For maximum security, use different keys per environment:

# In your shell profile
export LSH_SECRETS_KEY_DEV="dev-key-here"
export LSH_SECRETS_KEY_STAGING="staging-key-here"
export LSH_SECRETS_KEY_PROD="prod-key-here"

# Use environment-specific key
LSH_SECRETS_KEY=$LSH_SECRETS_KEY_PROD lsh pull --env production

Regularly audit who has access to your encryption key:

# Check Supabase access logs
lsh env production --audit

# Review team members who have the key
# Keep a secure inventory in your password manager

Critical: If you lose your LSH_SECRETS_KEY, your encrypted secrets are unrecoverable.

Backup strategies:

• Store in team password manager (1Password, LastPass)
• Print and store in physical safe
• Encrypted backup in multiple locations
• Documented in team security runbook

# NEVER set this in production
export LSH_ALLOW_DANGEROUS_COMMANDS=true

# This disables critical security validations

If you discover a security vulnerability in LSH, please report it responsibly:

1. Do NOT open a public GitHub issue
2. Email: security@example.com (or create a private security advisory)
3. Include:
   • Description of the vulnerability
   • Steps to reproduce
   • Potential impact
   • Suggested fix (if any)

We will respond within 48 hours and provide a timeline for a fix.
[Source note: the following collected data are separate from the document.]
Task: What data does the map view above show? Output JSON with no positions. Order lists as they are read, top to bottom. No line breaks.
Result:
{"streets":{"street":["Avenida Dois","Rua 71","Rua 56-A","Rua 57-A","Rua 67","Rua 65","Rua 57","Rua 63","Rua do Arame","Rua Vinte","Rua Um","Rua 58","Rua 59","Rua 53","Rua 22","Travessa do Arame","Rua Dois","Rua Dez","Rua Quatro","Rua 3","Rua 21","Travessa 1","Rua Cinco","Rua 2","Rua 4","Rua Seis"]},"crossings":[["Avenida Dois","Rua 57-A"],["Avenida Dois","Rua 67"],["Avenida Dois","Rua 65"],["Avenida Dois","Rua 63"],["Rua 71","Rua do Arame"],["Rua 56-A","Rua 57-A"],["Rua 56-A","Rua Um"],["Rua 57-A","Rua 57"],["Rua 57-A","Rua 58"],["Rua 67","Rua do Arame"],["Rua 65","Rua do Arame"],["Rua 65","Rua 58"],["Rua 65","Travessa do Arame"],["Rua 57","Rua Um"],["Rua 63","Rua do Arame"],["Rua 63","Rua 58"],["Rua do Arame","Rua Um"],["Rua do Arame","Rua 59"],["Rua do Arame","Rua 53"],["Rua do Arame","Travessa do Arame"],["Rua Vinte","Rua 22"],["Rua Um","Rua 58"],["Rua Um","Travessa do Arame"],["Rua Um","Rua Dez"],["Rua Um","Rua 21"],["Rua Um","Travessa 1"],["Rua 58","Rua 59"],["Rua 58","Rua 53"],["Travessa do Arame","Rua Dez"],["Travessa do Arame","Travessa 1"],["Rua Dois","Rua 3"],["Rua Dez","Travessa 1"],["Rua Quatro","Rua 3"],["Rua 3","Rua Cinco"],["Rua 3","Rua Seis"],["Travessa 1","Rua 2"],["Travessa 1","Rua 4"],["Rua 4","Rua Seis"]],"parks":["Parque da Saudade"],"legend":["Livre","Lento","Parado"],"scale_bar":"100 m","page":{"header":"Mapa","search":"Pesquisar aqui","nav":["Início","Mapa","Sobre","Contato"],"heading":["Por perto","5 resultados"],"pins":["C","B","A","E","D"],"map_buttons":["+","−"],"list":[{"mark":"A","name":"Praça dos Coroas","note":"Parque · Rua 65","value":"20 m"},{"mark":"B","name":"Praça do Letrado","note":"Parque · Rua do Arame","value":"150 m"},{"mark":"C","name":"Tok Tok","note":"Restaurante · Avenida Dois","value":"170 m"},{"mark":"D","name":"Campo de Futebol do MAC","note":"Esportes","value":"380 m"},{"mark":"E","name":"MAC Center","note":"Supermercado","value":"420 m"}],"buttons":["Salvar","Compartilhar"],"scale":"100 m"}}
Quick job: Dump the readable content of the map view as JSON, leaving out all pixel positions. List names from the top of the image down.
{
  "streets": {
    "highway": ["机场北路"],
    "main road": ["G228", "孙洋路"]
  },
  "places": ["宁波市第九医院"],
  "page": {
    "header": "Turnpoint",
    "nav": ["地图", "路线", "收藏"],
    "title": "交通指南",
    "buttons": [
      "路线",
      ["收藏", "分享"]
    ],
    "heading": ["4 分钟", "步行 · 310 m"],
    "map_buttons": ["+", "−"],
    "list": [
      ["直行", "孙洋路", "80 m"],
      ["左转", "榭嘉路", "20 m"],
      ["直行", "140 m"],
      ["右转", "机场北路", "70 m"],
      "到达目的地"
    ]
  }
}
LSH uses industry-standard encryption:

• Algorithm: AES-256-CBC
• Key derivation: PBKDF2 with SHA-256
• Iterations: 100,000
• Salt: Random 16-byte salt per encryption
• IV: Random 16-byte initialization vector per encryption

Key format:

• 64 hexadecimal characters (32 bytes / 256 bits)
• Generated using Node.js crypto.randomBytes(32)

• Secrets Management Guide
• Quick Reference
• Installation Guide
• README

This security policy was last updated on 2025-11-23.

We review and update this policy:

• After each major release
• Following security audits
• When new threats are identified
• Based on community feedback

We follow security best practices from:

• OWASP Top 10
• NIST Cybersecurity Framework
• CIS Controls
• Industry-standard secrets management practices

Remember: Your secrets are only as secure as your encryption key. Protect it accordingly.